- _What is required_:
Transcribe every record verbatim.
[Records for this task Boundary: Start]
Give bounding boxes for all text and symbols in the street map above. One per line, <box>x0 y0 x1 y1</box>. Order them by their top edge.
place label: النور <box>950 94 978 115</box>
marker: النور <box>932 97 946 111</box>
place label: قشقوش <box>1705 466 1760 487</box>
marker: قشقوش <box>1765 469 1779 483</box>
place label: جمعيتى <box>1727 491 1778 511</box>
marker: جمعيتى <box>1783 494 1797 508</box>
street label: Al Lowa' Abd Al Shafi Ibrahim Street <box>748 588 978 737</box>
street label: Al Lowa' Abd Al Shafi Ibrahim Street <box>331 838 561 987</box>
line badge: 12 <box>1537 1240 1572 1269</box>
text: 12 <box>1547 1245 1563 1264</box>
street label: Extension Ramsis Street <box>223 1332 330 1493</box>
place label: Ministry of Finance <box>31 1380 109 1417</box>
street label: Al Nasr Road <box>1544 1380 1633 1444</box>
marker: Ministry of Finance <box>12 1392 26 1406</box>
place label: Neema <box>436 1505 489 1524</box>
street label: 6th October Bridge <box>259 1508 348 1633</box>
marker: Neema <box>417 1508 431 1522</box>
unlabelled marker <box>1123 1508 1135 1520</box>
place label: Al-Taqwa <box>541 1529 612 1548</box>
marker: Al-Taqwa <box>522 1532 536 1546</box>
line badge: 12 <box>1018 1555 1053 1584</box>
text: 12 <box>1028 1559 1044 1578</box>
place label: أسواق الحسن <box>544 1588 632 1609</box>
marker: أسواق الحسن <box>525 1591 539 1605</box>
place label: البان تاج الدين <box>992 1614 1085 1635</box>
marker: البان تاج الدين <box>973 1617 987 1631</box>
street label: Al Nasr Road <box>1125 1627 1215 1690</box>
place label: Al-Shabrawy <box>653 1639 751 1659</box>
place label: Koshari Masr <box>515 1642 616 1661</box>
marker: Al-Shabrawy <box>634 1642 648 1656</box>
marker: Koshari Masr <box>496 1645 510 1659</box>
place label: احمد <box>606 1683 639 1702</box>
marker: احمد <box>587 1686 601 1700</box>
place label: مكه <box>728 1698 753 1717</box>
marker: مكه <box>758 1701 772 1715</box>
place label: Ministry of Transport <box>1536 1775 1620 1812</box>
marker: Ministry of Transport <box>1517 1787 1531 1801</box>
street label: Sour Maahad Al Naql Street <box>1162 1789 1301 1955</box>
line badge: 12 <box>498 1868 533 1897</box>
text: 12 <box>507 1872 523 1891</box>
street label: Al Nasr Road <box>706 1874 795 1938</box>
[Records for this task Boundary: End]
- _Final answer_:
Give bounding boxes for all text and symbols in the street map above. One per line, <box>x0 y0 x1 y1</box>. Order them by their top edge.
place label: النور <box>950 94 978 115</box>
marker: النور <box>932 97 946 111</box>
place label: قشقوش <box>1705 466 1760 487</box>
marker: قشقوش <box>1765 469 1779 483</box>
place label: جمعيتى <box>1727 491 1778 511</box>
marker: جمعيتى <box>1783 494 1797 508</box>
street label: Al Lowa' Abd Al Shafi Ibrahim Street <box>748 588 978 737</box>
street label: Al Lowa' Abd Al Shafi Ibrahim Street <box>331 838 561 987</box>
line badge: 12 <box>1537 1240 1572 1269</box>
text: 12 <box>1547 1245 1563 1264</box>
street label: Extension Ramsis Street <box>223 1332 330 1493</box>
place label: Ministry of Finance <box>31 1380 109 1417</box>
street label: Al Nasr Road <box>1544 1380 1633 1444</box>
marker: Ministry of Finance <box>12 1392 26 1406</box>
place label: Neema <box>436 1505 489 1524</box>
street label: 6th October Bridge <box>259 1508 348 1633</box>
marker: Neema <box>417 1508 431 1522</box>
unlabelled marker <box>1123 1508 1135 1520</box>
place label: Al-Taqwa <box>541 1529 612 1548</box>
marker: Al-Taqwa <box>522 1532 536 1546</box>
line badge: 12 <box>1018 1555 1053 1584</box>
text: 12 <box>1028 1559 1044 1578</box>
place label: أسواق الحسن <box>544 1588 632 1609</box>
marker: أسواق الحسن <box>525 1591 539 1605</box>
place label: البان تاج الدين <box>992 1614 1085 1635</box>
marker: البان تاج الدين <box>973 1617 987 1631</box>
street label: Al Nasr Road <box>1125 1627 1215 1690</box>
place label: Al-Shabrawy <box>653 1639 751 1659</box>
place label: Koshari Masr <box>515 1642 616 1661</box>
marker: Al-Shabrawy <box>634 1642 648 1656</box>
marker: Koshari Masr <box>496 1645 510 1659</box>
place label: احمد <box>606 1683 639 1702</box>
marker: احمد <box>587 1686 601 1700</box>
place label: مكه <box>728 1698 753 1717</box>
marker: مكه <box>758 1701 772 1715</box>
place label: Ministry of Transport <box>1536 1775 1620 1812</box>
marker: Ministry of Transport <box>1517 1787 1531 1801</box>
street label: Sour Maahad Al Naql Street <box>1162 1789 1301 1955</box>
line badge: 12 <box>498 1868 533 1897</box>
text: 12 <box>507 1872 523 1891</box>
street label: Al Nasr Road <box>706 1874 795 1938</box>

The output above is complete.